EXERCISE GOAL » Within the listing below, how many lines include the string "butt"? Reply with only the number.
[Opening EXTRACTED INFORMATION section]
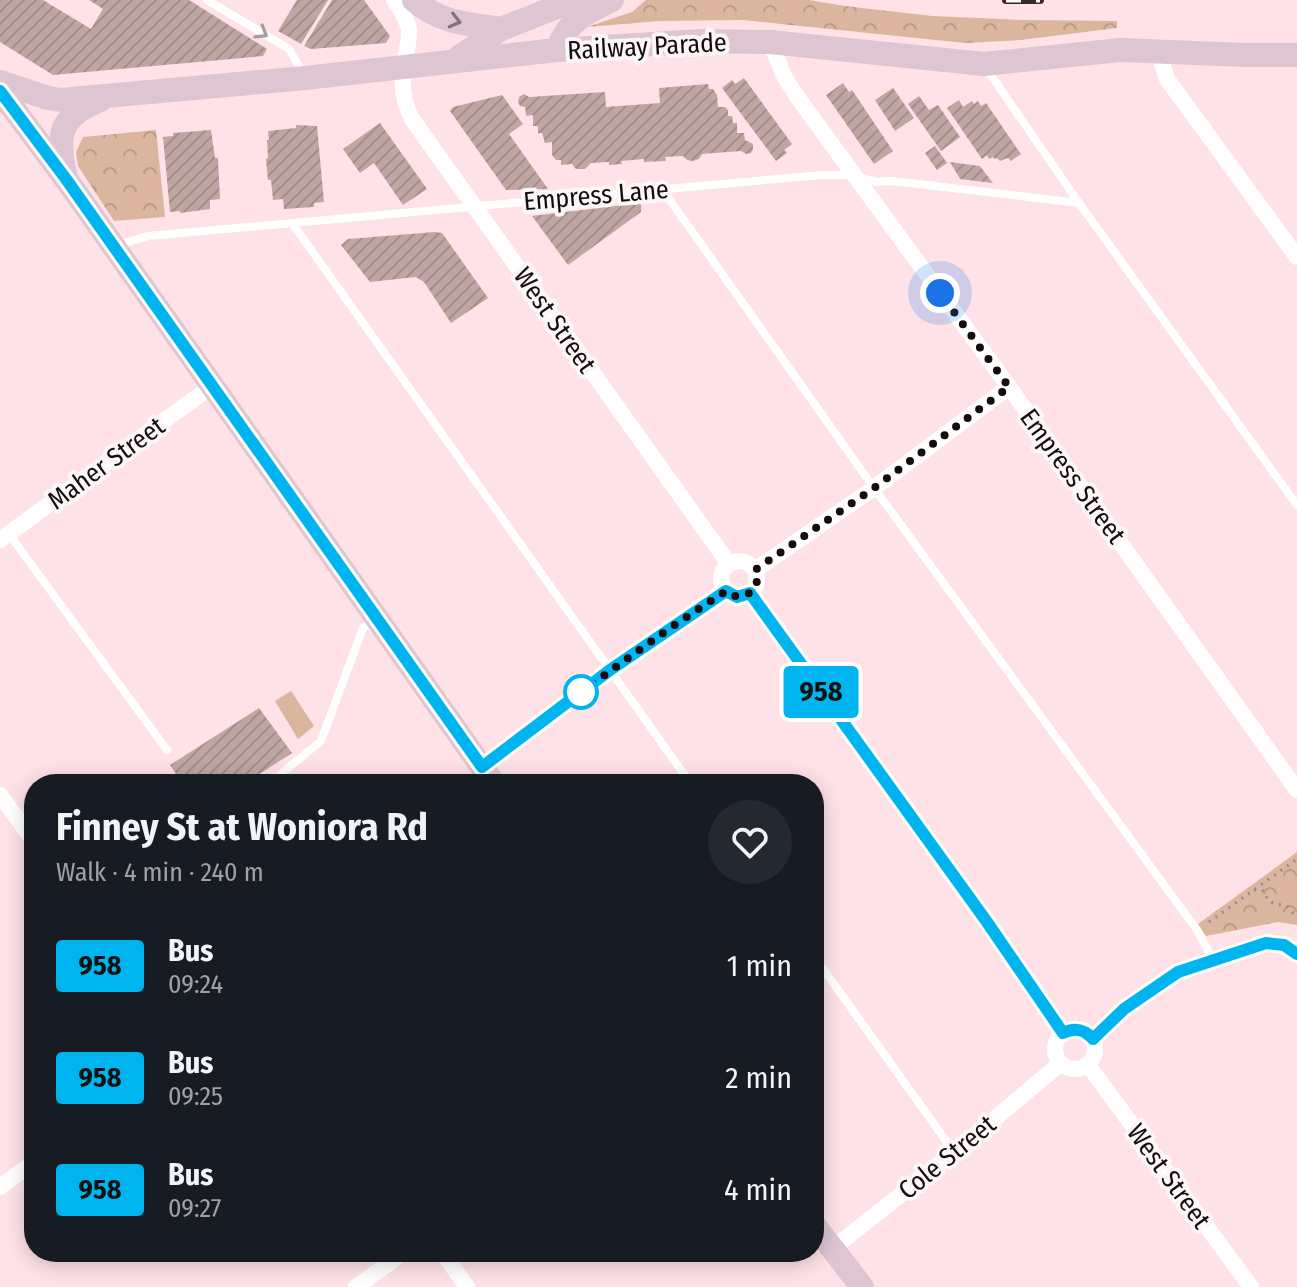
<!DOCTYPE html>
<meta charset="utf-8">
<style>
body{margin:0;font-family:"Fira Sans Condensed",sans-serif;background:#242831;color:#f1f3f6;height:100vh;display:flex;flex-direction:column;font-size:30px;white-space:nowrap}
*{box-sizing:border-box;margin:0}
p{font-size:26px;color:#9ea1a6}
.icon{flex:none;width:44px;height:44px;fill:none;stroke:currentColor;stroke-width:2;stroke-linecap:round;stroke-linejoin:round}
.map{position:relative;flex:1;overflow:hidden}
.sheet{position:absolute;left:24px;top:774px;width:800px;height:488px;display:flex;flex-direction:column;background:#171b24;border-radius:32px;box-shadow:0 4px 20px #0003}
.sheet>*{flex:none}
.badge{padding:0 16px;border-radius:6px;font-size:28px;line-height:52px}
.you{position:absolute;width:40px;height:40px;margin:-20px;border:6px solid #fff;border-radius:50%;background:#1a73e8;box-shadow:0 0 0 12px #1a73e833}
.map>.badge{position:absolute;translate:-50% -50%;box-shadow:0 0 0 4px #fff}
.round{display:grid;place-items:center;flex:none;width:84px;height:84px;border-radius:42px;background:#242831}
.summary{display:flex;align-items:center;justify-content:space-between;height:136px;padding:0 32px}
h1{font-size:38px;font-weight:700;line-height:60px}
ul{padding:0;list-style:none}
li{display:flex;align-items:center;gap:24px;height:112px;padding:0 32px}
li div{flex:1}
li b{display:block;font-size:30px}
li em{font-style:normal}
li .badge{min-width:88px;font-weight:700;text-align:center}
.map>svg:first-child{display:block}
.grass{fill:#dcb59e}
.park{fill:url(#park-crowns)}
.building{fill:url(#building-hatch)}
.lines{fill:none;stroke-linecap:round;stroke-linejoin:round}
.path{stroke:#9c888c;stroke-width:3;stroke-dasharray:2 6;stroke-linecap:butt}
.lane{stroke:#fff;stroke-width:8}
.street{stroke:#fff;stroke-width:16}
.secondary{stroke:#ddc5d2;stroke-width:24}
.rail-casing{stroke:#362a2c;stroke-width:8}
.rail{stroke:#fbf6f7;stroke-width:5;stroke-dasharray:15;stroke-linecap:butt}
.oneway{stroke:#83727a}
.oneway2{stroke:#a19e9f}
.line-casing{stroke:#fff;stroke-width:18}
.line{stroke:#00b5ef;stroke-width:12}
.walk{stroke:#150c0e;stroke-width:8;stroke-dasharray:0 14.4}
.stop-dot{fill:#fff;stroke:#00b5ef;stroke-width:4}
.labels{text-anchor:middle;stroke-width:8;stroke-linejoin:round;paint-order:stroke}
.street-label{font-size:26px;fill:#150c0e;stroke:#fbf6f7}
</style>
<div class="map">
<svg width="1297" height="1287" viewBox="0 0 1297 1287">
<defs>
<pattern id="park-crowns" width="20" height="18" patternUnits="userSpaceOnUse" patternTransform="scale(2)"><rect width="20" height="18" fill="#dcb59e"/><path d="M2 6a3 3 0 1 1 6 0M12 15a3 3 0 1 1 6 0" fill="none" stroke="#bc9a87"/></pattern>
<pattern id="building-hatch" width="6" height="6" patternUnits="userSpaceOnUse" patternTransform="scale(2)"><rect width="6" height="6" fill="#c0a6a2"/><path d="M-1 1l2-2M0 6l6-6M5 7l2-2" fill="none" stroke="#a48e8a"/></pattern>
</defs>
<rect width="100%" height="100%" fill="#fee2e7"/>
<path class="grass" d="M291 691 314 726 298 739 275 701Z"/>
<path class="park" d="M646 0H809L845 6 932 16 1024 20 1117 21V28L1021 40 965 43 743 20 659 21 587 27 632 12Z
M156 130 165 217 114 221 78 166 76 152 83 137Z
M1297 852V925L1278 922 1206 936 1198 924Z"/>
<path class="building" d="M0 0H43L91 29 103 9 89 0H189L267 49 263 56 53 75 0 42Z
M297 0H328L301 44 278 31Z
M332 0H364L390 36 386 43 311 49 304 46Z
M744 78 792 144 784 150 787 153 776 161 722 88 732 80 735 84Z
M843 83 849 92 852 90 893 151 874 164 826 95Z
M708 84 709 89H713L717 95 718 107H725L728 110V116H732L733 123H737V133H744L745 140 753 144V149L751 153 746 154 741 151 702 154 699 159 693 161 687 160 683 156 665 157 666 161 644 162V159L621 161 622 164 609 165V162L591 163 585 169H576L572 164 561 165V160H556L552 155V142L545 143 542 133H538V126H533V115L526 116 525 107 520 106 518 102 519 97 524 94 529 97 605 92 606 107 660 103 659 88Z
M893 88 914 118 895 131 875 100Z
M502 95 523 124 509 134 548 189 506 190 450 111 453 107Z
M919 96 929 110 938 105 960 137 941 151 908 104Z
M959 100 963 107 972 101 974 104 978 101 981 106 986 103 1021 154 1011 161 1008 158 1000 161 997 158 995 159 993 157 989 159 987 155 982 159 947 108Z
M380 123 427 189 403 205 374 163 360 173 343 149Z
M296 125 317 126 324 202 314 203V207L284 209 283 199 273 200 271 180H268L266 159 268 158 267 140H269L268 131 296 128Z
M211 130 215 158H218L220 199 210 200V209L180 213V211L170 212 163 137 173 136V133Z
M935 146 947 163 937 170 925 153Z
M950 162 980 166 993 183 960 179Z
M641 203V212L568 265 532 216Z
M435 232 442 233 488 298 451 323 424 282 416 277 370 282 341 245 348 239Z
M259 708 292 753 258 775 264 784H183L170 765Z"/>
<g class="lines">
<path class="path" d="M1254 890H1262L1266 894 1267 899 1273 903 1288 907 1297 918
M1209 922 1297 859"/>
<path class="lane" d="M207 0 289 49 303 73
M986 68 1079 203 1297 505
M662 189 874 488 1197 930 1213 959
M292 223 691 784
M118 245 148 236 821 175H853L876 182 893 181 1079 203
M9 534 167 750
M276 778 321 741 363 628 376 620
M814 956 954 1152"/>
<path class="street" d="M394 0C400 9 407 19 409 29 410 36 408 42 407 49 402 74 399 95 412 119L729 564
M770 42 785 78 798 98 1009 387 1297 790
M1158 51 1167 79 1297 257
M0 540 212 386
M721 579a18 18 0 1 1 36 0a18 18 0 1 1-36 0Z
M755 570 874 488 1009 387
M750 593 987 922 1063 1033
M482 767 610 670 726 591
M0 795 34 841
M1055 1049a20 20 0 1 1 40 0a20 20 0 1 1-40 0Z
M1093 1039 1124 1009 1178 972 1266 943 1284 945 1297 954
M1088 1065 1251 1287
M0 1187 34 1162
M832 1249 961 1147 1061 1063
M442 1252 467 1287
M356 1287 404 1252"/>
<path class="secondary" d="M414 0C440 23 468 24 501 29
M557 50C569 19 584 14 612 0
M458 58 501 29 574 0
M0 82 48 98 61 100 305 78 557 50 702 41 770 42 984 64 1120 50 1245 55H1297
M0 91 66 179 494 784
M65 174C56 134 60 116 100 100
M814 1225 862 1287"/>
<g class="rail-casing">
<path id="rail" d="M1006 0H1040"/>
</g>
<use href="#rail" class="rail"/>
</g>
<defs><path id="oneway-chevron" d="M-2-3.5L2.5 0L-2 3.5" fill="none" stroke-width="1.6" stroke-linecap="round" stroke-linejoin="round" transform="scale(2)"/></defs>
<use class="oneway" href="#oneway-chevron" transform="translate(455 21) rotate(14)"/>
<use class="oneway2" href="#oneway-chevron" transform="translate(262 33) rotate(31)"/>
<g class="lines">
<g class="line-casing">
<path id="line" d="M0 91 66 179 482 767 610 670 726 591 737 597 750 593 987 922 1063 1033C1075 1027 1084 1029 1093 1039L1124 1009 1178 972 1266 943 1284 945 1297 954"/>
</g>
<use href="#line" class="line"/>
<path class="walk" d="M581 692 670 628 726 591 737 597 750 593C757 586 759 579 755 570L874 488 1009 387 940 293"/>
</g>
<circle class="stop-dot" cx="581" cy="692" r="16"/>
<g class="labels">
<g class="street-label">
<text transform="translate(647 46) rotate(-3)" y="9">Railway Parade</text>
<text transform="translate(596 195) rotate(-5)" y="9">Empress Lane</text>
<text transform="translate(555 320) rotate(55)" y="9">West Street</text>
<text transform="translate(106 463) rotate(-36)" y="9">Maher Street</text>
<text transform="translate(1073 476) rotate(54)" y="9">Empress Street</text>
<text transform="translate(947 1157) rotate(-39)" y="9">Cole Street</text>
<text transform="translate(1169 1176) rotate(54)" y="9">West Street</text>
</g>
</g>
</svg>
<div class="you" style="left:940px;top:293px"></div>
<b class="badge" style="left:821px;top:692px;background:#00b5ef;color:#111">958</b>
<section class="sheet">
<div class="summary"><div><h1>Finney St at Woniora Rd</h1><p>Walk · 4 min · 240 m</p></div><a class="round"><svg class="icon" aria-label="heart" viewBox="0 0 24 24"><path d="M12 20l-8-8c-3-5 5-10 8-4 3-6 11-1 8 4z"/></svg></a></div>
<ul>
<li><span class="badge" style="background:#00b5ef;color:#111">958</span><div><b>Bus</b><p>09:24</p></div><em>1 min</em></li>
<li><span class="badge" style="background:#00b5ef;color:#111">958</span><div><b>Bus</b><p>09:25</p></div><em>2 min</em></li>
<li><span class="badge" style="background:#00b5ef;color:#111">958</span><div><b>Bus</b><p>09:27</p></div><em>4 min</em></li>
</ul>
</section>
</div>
[Closing EXTRACTED INFORMATION section]
WRITTEN SOLUTION » 2